Но больше всего, пожалуй, я боялся за свои музыкальные руки во время
транспортировки орудия. В этом случае приходится полностью полагаться на
ювелирную работу водителя «Урала», который должен аккуратно завести
фаркоп артиллерийского тягача под станину орудия, после чего солдаты
пристегнут гаубицу к автомобилю. Все это время, пока водитель сдает
назад, расчет держит станину орудия на уровне фаркопа и молится Господу
Богу, чтобы водила не сдал назад слишком резко. В этом случае травма
просто неизбежна, причем оторванные пальцы здесь абсолютно не в счет -
речь идет о куда более серьезных травмах. Однако, для меня и потеря
пальцев всегда была смерти подобна.

Только теперь, спустя четверть века, я понял, какой поистине царский
подарок сделал мне Ра в армии, поставив пианино прямо в казарме учебки.
Это просто какая-то мистика: ну откуда, спрашивается мог взяться в
Ишиме, в артполку точно такой же инструмент «Petrof», как у моих
родителей в Хабаровске? Мало того, дорогой чешский инструмент с немецкой
механикой сохранился в прекрасном состоянии, находясь под неусыпной
охраной сержантов учебки, которые надежнее церберов охраняли его от
быдловатой солдатни. Таким образом, мое безбедное существование в учебке
было обеспечено самим Провидением до конца срока обучения. Как только
звучала команда «Отбой» вокруг инструмента собирались все сержанты
учебки и дембеля «постоянки»; я, как Божество с Олимпа, спускался вниз
со своей панцирной койки на втором ярусе, садился за инструмент и
начинал священнодействовать над клавишами, наполняя духовное и
физическое пространство казармы, которое буддисты называют «акашей»,
божественными звуками фортепиано. К счастью, за время студенческих
подработок в барнаульских ресторанах я сформировал такой увесистый
репертуар классической и эстрадной музыки, что мог без труда играть 4
часа подряд. Молва о «чудо-музыканте» вскоре разнеслась по всему полку,
и я начал купаться в лучах славы, наслаждаясь всеобщим уважением и
любовью. И только один человек стал ненавидеть меня еще больше, всеми
фибрами души; съедаемый комплексом «Сальери», он искренне желал, чтобы
мне оторвало руку, а лучше две, или чтобы я где-нибудь окочурился от
холода.
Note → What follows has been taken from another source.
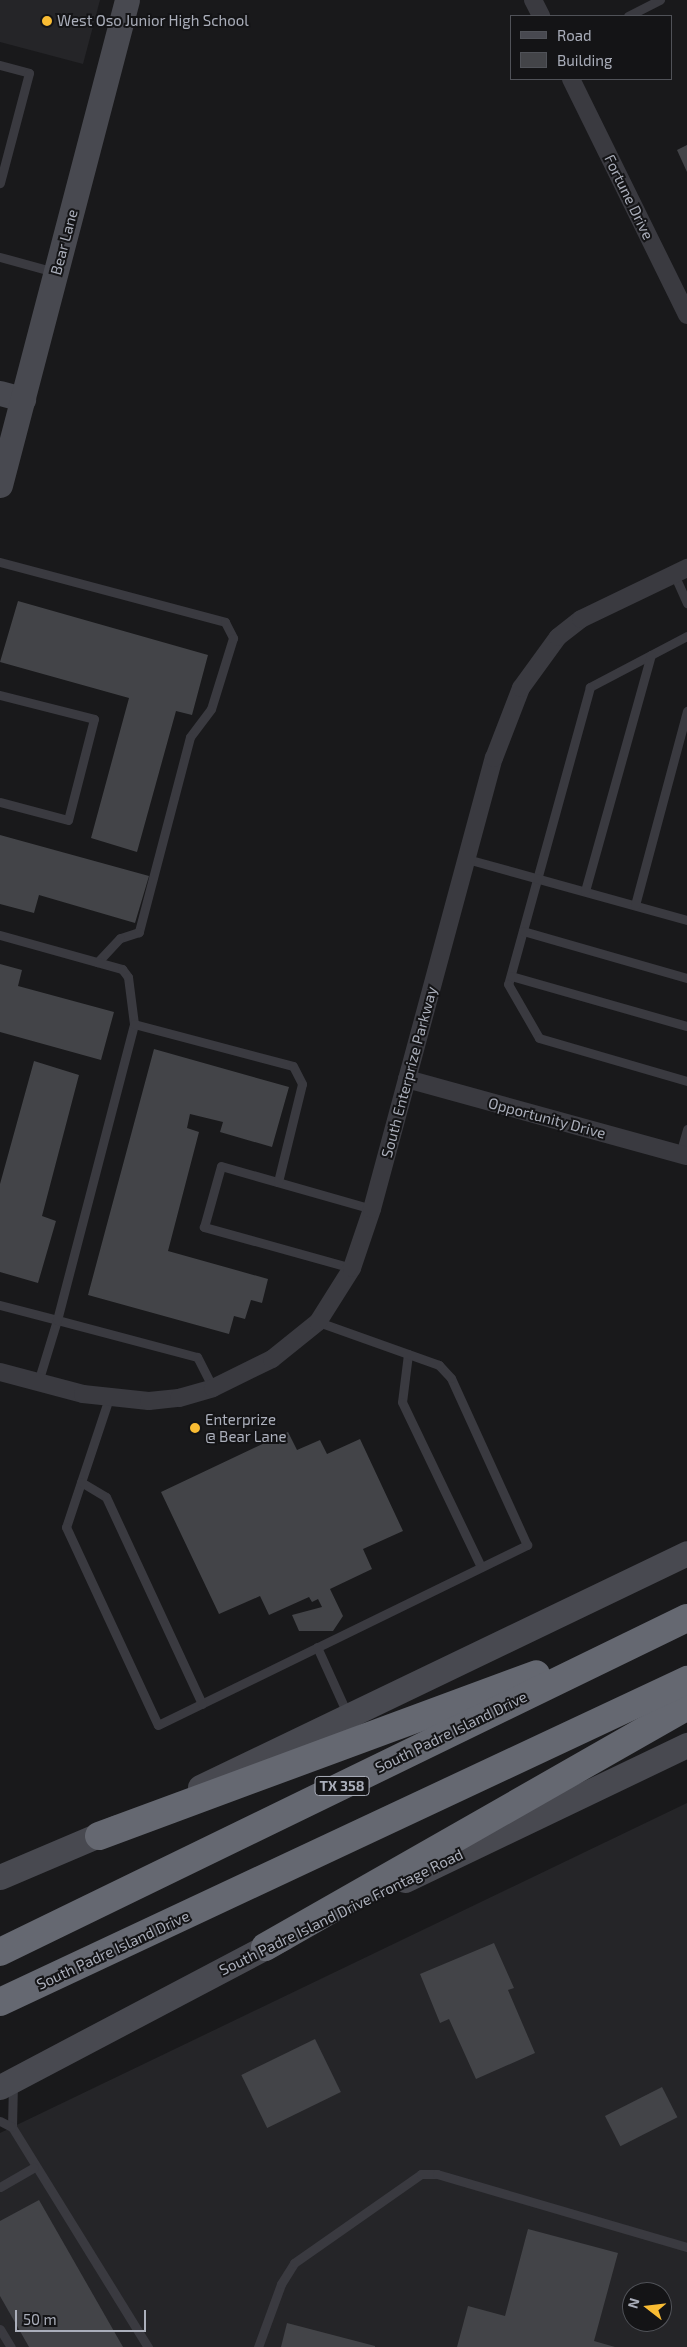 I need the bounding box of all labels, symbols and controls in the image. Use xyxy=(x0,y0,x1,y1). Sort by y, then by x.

Этим человеком был Юра Мезенцев.

Однажды, во время послеобеденного отдыха наши сержанты попросили меня
сыграть что-нибудь для души. Я сел за инструмент и сыграл попурри на
тему «Битлз». В это самое время в казарму зашел старшина батареи Уколов,
который замер возле двери и оцепенело уставился на меня- он явно не
ожидал услышать такое музыкальное чудо в казарме. Когда я закончил
играть, он помолчал некоторое время, а потом громко, чтобы все слышали,
сказал Мезенцеву: «Чтобы этого человека ты больше не ставил в наряды! Не
для того Бог дал ему такой талант, чтобы он таскал параши в столовой. Я
вообще удивляюсь, что он делает в нашем дурдоме!» Я только успел
заметить, как нехорошо загорелся глаз и скривилось нервическое лицо
Мезенцева. Стало ясно, что с этого момента мне объявлена тайная,
беспощадная война, виной которой - обыкновенная человеческая зависть.
Закономерным итогом этой войны станет мои 32 наряда по столовой за 4
месяца — абсолютный рекорд за все время существования ишимской учебки,
достойный Книги рекордов Гинесса.

Для начала боевых действий Мезенцеву нужен был хороший повод, и он его
вскоре нашел. Этим поводом стала строевая подготовка. Дело в том, что у
меня с детства выработалась очень и очень своеобразная походка, которая
превращала меня в армии в самого настоящего строевика - «иноходца».
«Понимаешь, Серега, у тебя нога, как на шарнире, сгибается в коленке при
каждом шаге, - говорил мне Толя Фролов - рослый красавец из Кемерово,
много лет занимавшийся в ансамбле народного танца. - Твою эксклюзивную
походку даже изобразить трудно. К тому же у тебя такая вывернутость
стопы, которой могут позавидовать артисты балеты. Только здесь, в армии,
это не нужно ни тебе, ни тем более сержантам». И все-таки, несмотря ни
на что, сержант Мезенцев бросился рьяно исправлять мой строевой шаг, не
жалея на меня ни сил, ни своего личного времени. «Скорее Мезенцев сможет
забеременеть и родить, чем у Воронина выпрямится нога в коленке», -
смеялся курсант Леша Юпитов, с моей легкой руки получивший прозвище
«Пожилой» за большое сходство с вечно пожилым актером Леонидом Марковым.
И Толя Фролов, и Алексей Юпитов в 1986 году оба успешно окончили
Кемеровский государственный университет и за свой каллиграфический
почерк вскоре были взяты на службу писарями в штаб.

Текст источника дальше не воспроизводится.